Data shown:
________________________________________
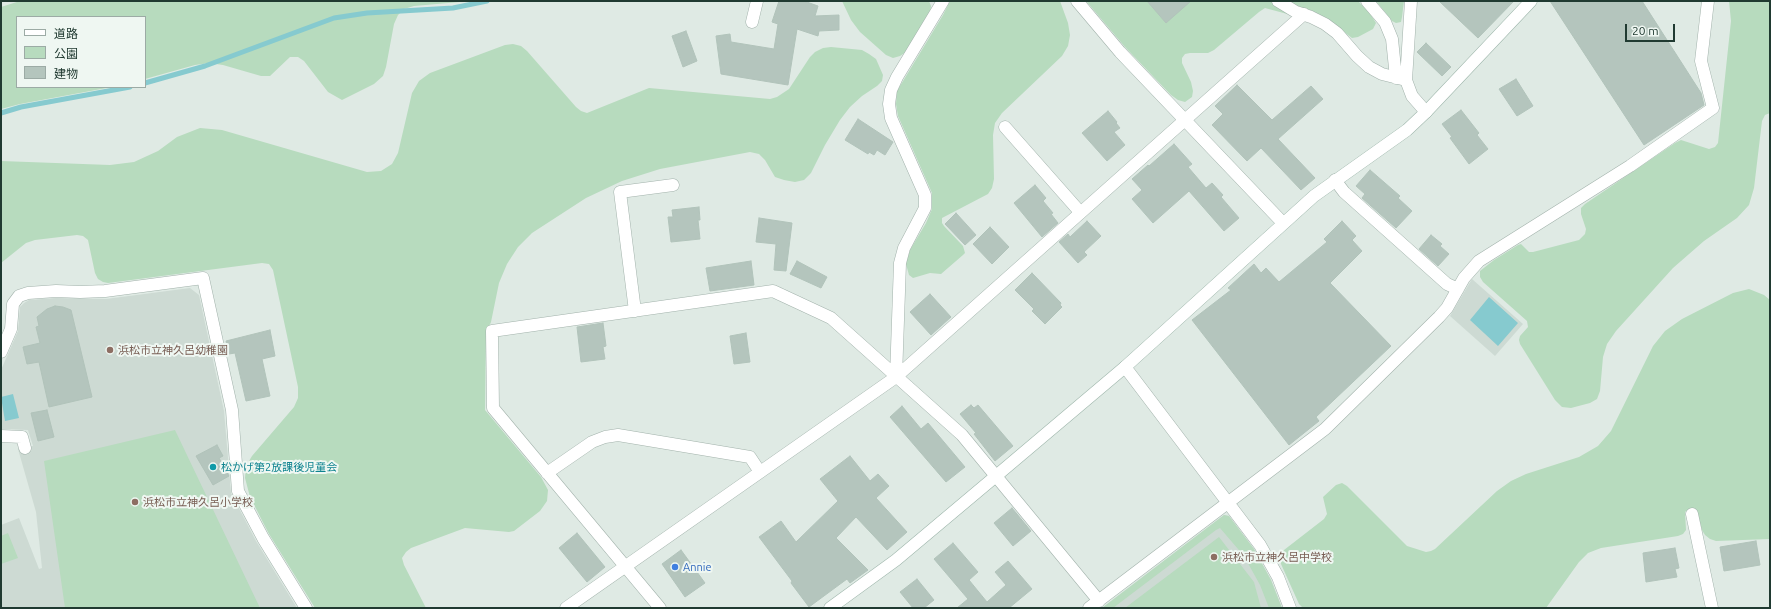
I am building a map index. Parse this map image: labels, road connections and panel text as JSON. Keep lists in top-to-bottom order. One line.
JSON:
{"places":["浜松市立神久呂幼稚園","松かげ第2放課後児童会","浜松市立神久呂小学校","浜松市立神久呂中学校","Annie"],"legend":["道路","公園","建物"],"scale_bar":"20 m"}
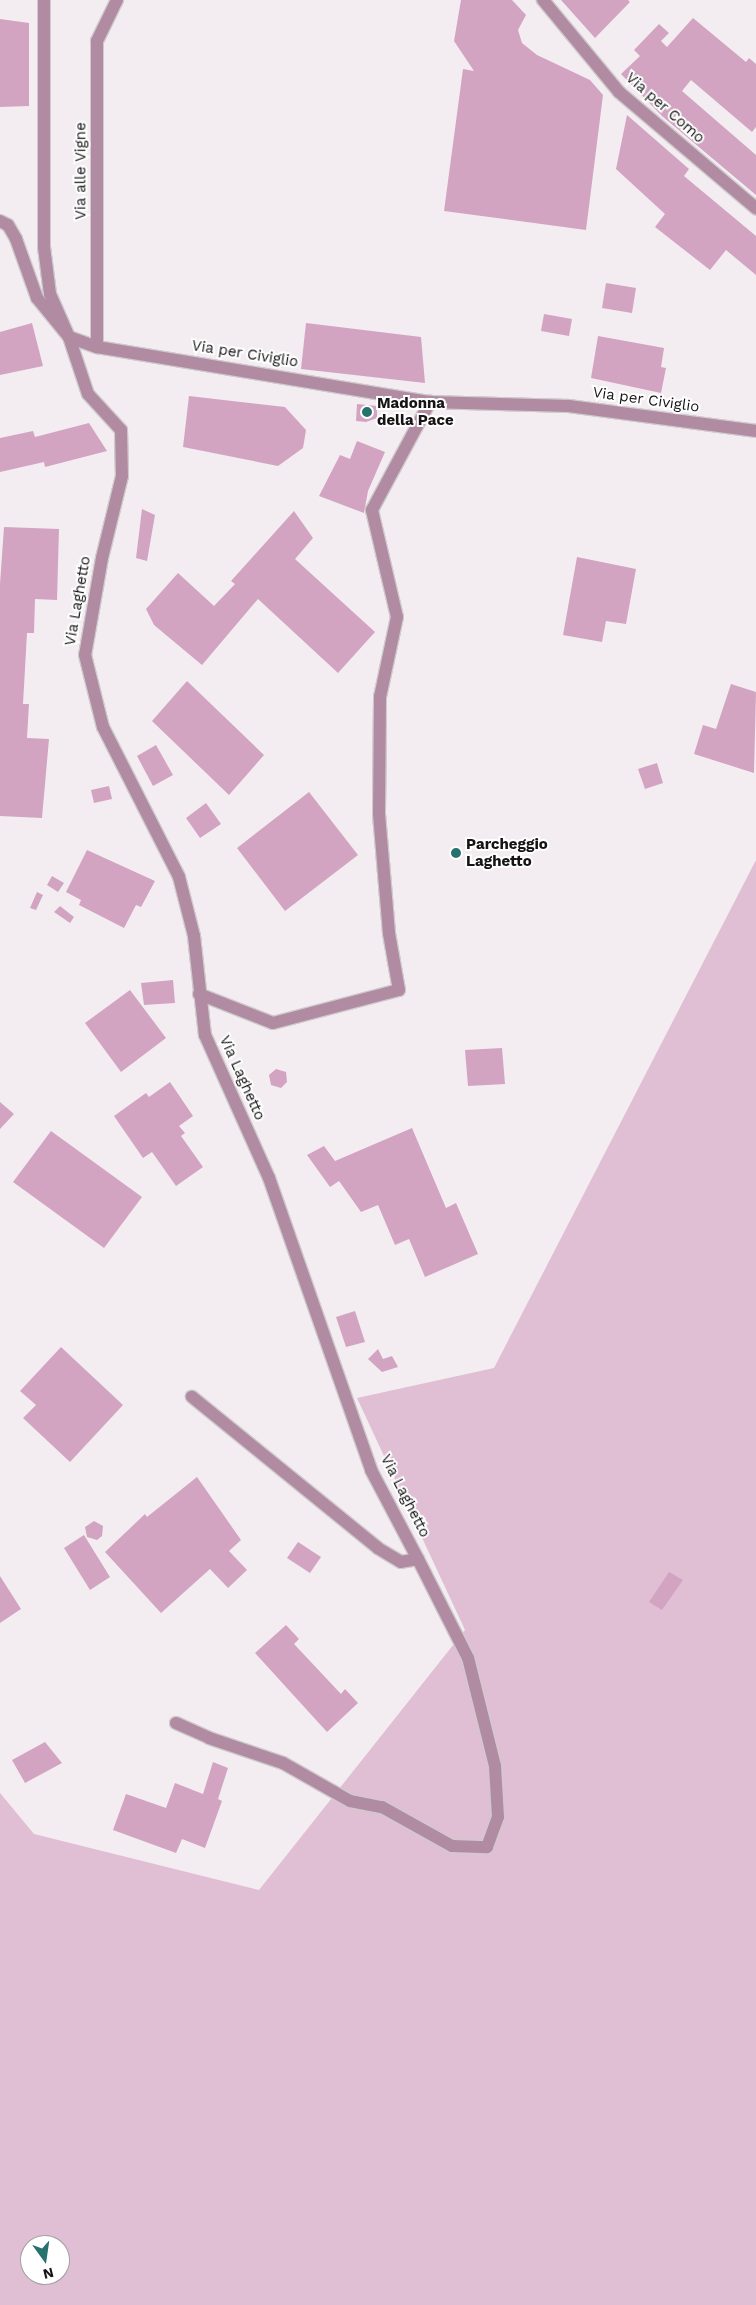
________________________________________
What to produce: Please set down each line of the listing above word for word, skipping any pictures.

Result below:
I am building a map index. Parse this map image: labels, road connections and panel text as JSON. Keep lists in top-to-bottom order. One line.
JSON:
{"places":["浜松市立神久呂幼稚園","松かげ第2放課後児童会","浜松市立神久呂小学校","浜松市立神久呂中学校","Annie"],"legend":["道路","公園","建物"],"scale_bar":"20 m"}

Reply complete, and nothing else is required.